__Exercise objective__.
Whenever the word "street" appears in a line of the data below, copy that line.

[[ Material shown open ]]

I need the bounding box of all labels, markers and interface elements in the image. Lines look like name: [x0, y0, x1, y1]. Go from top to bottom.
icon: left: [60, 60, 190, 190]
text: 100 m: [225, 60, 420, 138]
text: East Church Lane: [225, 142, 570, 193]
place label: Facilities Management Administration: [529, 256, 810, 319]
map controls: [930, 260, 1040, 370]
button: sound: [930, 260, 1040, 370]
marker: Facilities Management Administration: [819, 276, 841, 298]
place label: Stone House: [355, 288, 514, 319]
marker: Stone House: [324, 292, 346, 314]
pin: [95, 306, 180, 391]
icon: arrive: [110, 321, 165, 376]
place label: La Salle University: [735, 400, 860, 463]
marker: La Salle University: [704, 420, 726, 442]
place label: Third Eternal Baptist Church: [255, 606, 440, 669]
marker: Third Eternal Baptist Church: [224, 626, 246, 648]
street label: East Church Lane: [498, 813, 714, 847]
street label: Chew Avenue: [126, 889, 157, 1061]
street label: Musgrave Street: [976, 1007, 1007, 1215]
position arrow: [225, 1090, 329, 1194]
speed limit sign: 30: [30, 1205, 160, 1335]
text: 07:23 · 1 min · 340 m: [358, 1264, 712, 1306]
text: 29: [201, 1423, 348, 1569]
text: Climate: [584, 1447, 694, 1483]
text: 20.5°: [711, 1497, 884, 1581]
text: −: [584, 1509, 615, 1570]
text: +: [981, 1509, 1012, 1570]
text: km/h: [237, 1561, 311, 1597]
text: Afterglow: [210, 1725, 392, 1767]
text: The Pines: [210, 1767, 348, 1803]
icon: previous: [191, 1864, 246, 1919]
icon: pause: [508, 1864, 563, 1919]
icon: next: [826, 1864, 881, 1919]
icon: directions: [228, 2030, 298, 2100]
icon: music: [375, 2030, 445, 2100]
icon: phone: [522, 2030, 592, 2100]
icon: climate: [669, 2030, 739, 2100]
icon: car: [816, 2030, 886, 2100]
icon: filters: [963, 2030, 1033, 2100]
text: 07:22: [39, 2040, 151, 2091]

[[ Material shown closed ]]

__Solution to the problem__.
street label: East Church Lane: [498, 813, 714, 847]
street label: Chew Avenue: [126, 889, 157, 1061]
street label: Musgrave Street: [976, 1007, 1007, 1215]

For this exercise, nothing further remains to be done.